Dataset entries
——————————

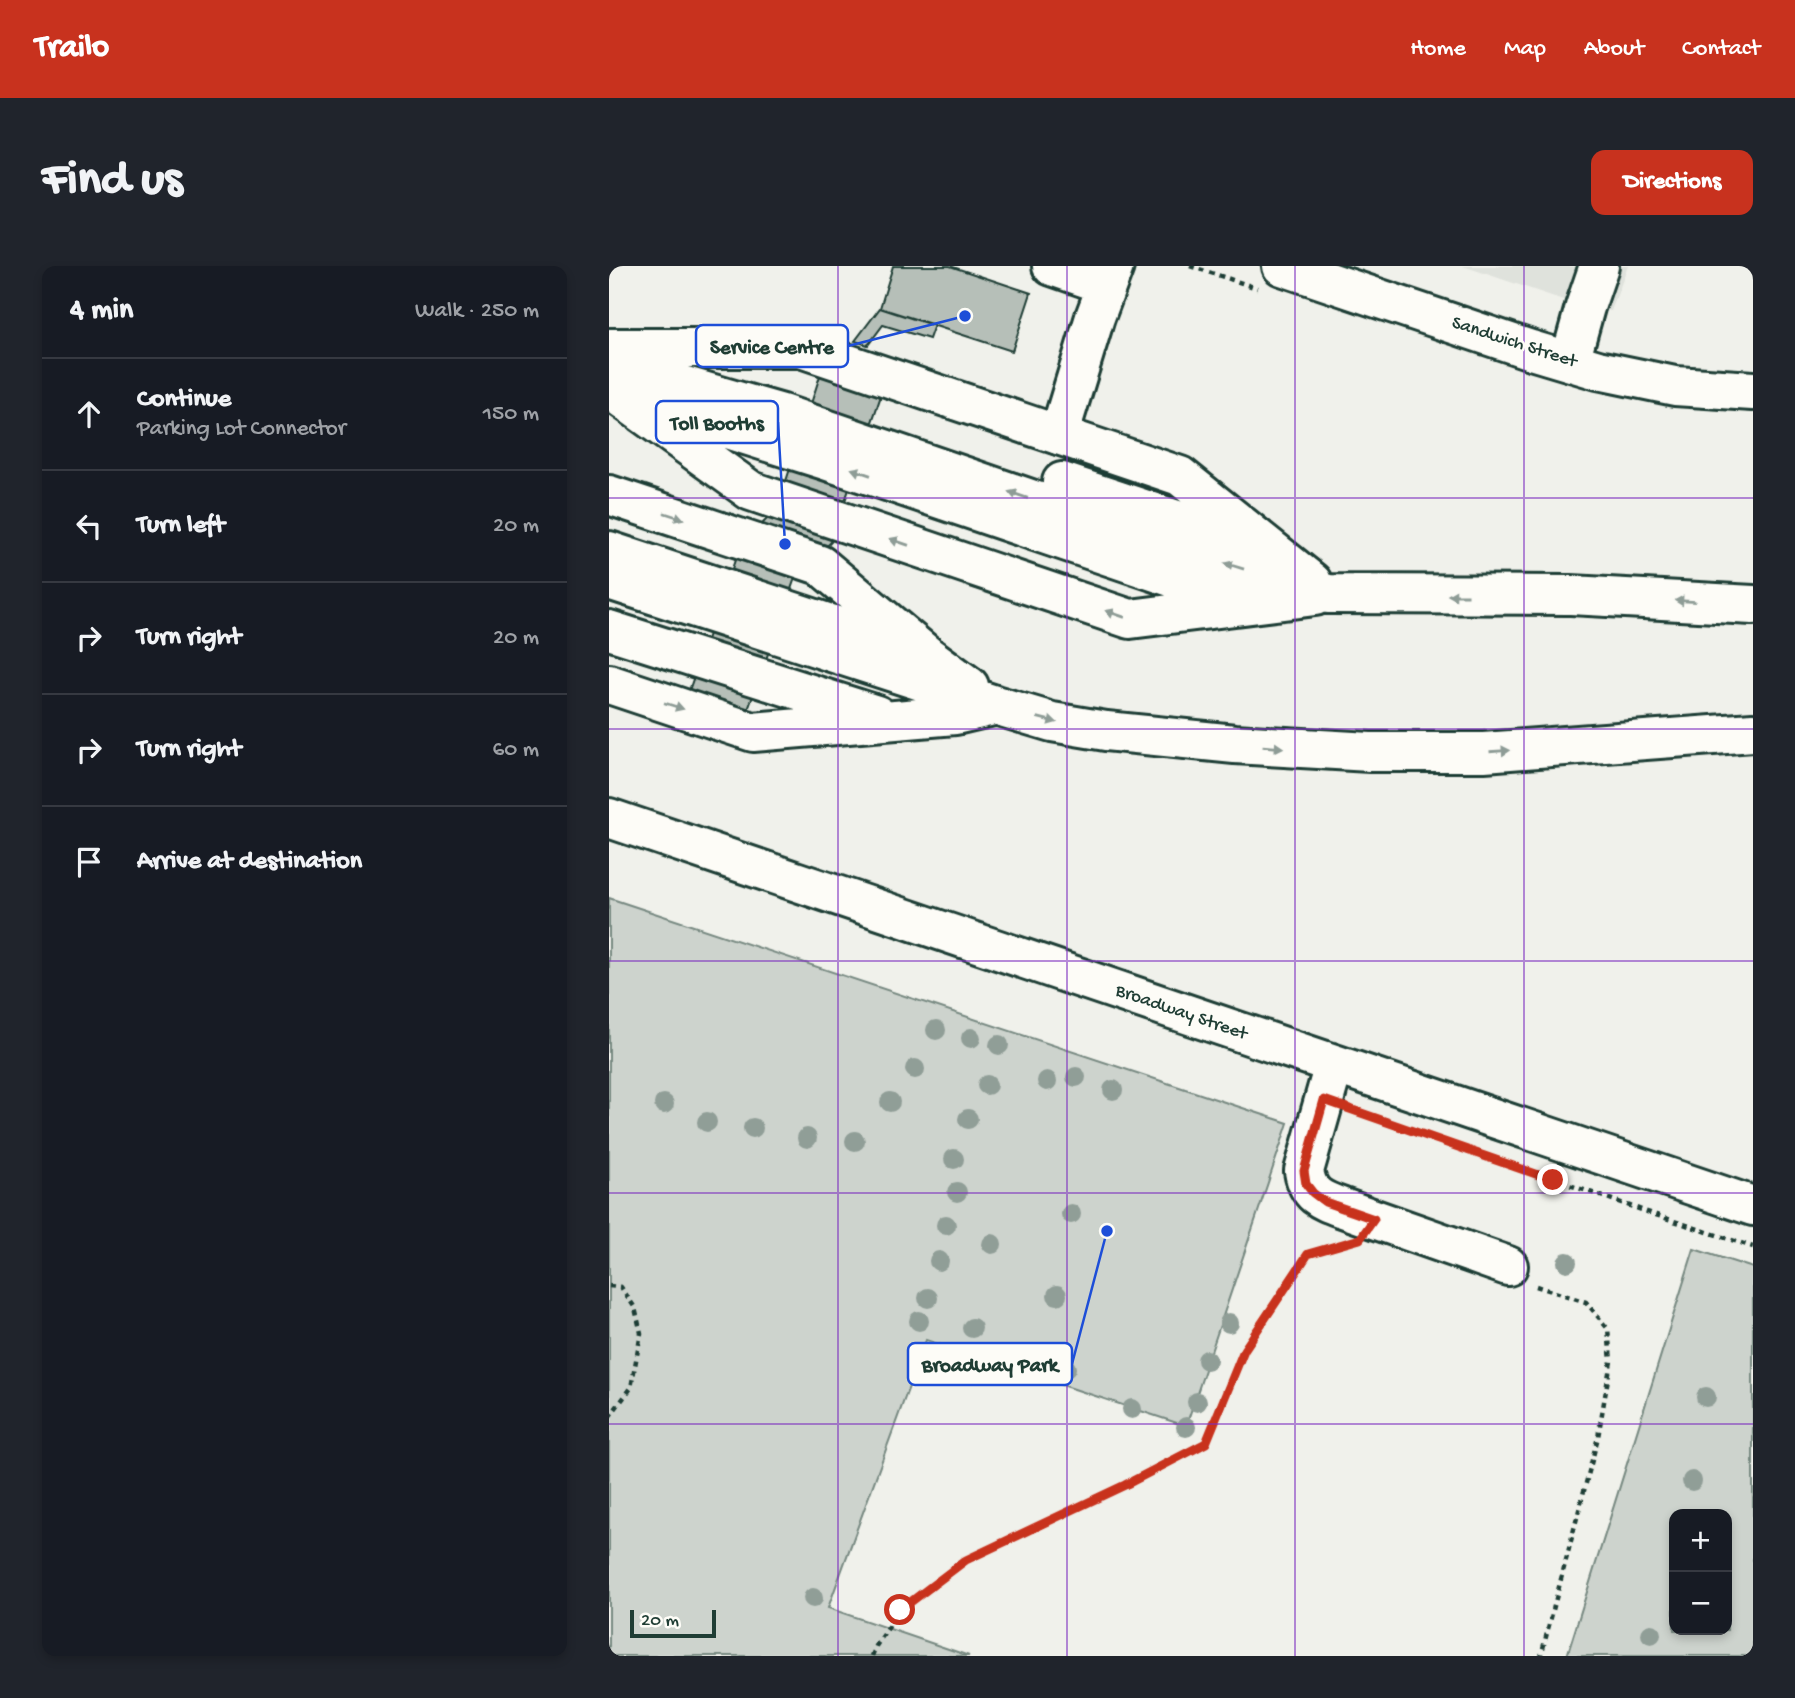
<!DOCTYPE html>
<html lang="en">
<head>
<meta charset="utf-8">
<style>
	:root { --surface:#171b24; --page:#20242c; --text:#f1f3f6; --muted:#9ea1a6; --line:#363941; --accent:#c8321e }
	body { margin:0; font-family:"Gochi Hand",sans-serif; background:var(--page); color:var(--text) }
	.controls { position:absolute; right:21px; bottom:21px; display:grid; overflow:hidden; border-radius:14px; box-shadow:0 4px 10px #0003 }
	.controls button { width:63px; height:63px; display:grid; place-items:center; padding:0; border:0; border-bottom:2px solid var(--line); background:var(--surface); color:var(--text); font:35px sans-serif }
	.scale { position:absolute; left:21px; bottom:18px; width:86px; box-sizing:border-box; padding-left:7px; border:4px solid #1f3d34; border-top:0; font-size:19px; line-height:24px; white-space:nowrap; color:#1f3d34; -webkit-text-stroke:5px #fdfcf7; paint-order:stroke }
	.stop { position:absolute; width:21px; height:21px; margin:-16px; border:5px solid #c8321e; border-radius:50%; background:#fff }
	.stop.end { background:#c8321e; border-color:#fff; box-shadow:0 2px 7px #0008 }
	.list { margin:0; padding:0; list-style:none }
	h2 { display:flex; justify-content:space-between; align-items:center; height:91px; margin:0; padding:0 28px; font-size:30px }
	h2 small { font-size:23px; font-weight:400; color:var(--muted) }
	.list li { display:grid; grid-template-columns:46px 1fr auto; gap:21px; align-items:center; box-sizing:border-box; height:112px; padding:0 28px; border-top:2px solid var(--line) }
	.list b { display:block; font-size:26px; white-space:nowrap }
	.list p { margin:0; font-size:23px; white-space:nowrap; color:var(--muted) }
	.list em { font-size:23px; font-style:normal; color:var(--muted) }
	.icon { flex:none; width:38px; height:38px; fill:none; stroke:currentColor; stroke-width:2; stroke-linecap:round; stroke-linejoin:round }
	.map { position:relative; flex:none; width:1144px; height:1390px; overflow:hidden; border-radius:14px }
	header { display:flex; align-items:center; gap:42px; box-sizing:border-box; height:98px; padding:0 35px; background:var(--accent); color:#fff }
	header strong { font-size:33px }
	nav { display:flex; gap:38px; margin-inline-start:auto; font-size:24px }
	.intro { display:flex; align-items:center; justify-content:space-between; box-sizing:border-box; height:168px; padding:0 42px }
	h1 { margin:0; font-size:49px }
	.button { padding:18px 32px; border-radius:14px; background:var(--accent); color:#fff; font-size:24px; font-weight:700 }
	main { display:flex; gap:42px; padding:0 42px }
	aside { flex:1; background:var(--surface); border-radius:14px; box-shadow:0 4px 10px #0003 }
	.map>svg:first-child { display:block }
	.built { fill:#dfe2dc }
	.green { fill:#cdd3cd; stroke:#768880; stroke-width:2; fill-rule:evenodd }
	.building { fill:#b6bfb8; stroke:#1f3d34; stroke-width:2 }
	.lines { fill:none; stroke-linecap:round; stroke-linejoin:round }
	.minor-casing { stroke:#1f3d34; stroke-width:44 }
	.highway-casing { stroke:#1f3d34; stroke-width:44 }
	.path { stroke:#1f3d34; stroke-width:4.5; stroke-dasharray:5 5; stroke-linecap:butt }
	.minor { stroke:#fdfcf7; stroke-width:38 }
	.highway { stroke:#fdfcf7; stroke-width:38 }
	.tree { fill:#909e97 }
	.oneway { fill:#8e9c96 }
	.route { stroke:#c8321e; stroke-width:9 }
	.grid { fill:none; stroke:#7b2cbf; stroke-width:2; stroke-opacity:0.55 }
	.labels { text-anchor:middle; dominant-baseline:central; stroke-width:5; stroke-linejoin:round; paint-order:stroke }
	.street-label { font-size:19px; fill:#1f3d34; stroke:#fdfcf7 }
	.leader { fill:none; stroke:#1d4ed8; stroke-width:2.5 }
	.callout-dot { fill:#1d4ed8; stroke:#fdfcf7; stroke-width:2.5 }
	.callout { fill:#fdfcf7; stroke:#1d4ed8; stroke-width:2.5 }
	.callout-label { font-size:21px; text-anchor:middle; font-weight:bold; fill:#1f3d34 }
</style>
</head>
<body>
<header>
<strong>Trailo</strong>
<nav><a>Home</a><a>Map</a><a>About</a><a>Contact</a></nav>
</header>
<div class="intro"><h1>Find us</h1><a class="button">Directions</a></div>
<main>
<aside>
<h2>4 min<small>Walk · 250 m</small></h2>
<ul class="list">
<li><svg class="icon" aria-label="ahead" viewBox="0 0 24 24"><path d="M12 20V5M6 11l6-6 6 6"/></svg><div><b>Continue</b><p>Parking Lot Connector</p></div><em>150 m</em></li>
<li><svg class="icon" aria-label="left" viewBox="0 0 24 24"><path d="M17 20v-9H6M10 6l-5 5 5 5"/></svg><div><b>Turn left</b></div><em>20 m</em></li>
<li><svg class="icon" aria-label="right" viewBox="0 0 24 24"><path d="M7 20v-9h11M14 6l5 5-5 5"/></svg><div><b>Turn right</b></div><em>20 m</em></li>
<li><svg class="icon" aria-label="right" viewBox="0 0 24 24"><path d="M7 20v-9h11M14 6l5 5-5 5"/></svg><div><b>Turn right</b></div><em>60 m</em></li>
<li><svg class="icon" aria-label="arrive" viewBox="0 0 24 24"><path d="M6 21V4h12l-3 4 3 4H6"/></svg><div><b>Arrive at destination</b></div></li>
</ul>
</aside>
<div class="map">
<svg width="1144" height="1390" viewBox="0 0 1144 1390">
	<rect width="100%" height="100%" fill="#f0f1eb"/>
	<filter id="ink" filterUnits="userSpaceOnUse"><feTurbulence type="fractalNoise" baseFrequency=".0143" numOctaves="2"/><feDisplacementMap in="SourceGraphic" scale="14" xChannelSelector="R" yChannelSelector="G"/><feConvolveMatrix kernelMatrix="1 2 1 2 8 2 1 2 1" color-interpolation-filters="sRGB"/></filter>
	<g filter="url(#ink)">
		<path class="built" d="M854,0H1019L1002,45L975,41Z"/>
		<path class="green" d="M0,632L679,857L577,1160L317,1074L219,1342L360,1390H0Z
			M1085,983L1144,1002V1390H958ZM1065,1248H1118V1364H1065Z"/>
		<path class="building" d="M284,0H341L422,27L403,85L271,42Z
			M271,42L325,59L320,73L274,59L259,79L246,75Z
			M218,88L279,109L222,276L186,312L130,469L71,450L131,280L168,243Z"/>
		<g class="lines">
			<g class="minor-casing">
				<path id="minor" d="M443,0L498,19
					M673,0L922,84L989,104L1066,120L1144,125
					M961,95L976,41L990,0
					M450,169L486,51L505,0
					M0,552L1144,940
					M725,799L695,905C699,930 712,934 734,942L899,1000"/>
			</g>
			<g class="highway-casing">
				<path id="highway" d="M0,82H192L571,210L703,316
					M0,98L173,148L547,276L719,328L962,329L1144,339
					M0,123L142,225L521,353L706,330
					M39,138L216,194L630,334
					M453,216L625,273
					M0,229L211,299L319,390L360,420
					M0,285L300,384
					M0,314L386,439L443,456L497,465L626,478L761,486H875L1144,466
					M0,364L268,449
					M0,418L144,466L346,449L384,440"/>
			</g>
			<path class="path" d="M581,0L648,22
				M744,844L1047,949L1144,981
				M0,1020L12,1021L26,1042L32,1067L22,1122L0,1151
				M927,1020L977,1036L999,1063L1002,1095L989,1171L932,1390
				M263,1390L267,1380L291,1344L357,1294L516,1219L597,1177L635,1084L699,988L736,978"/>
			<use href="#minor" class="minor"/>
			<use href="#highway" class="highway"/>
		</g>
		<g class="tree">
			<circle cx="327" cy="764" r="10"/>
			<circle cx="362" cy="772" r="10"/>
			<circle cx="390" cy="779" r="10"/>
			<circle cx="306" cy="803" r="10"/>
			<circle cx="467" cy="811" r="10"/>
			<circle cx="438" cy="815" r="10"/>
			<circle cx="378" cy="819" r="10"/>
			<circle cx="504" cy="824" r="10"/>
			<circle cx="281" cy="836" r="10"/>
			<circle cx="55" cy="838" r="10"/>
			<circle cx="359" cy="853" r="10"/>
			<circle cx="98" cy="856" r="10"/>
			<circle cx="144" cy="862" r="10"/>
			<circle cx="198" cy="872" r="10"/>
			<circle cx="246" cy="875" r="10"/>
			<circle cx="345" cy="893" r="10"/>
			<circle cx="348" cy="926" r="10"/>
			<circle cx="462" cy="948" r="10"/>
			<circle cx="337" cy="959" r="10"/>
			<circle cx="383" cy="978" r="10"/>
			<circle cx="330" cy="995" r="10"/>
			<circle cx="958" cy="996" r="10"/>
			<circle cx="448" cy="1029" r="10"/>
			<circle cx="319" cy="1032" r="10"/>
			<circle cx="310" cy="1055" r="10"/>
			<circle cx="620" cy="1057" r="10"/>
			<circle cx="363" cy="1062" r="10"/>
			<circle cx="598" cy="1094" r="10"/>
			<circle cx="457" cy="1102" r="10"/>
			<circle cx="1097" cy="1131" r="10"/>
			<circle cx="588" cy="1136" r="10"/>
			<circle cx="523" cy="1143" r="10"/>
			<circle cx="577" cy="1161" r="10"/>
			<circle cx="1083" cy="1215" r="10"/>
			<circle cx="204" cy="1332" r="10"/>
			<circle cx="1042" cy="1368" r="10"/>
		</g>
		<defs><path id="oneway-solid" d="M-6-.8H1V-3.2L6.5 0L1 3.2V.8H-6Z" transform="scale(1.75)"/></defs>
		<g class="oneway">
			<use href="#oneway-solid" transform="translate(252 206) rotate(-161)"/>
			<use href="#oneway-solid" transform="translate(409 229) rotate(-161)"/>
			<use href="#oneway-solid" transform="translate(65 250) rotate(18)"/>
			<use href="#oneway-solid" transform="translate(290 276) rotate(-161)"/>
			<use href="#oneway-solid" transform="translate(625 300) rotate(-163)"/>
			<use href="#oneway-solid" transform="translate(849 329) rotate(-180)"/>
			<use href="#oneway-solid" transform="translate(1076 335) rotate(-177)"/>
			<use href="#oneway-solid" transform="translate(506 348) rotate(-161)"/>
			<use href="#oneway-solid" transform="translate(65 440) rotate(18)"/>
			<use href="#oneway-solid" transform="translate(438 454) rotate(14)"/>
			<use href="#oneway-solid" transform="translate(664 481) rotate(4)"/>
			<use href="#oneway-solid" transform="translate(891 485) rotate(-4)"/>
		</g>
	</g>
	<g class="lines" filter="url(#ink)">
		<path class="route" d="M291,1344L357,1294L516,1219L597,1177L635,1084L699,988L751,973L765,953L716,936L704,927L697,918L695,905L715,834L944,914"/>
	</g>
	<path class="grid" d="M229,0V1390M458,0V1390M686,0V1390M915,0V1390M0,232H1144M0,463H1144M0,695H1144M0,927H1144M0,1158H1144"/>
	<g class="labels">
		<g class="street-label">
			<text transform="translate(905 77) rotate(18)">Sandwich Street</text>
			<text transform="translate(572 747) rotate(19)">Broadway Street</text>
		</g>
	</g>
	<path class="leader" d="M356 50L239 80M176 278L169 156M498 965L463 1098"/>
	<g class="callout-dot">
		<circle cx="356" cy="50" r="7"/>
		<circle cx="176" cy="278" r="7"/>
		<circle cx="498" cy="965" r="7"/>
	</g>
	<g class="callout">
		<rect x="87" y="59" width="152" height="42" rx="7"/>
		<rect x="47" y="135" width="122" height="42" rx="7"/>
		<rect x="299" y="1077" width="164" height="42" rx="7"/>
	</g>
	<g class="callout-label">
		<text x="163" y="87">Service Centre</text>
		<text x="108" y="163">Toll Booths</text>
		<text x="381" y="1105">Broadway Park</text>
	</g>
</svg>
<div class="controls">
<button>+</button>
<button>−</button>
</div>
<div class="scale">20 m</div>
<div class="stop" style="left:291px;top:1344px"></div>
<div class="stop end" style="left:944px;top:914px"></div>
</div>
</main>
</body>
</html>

——————————

Assignment
Return the lines above that include the string "white".

Your solution
	.scale { position:absolute; left:21px; bottom:18px; width:86px; box-sizing:border-box; padding-left:7px; border:4px solid #1f3d34; border-top:0; font-size:19px; line-height:24px; white-space:nowrap; color:#1f3d34; -webkit-text-stroke:5px #fdfcf7; paint-order:stroke }
	.list b { display:block; font-size:26px; white-space:nowrap }
	.list p { margin:0; font-size:23px; white-space:nowrap; color:var(--muted) }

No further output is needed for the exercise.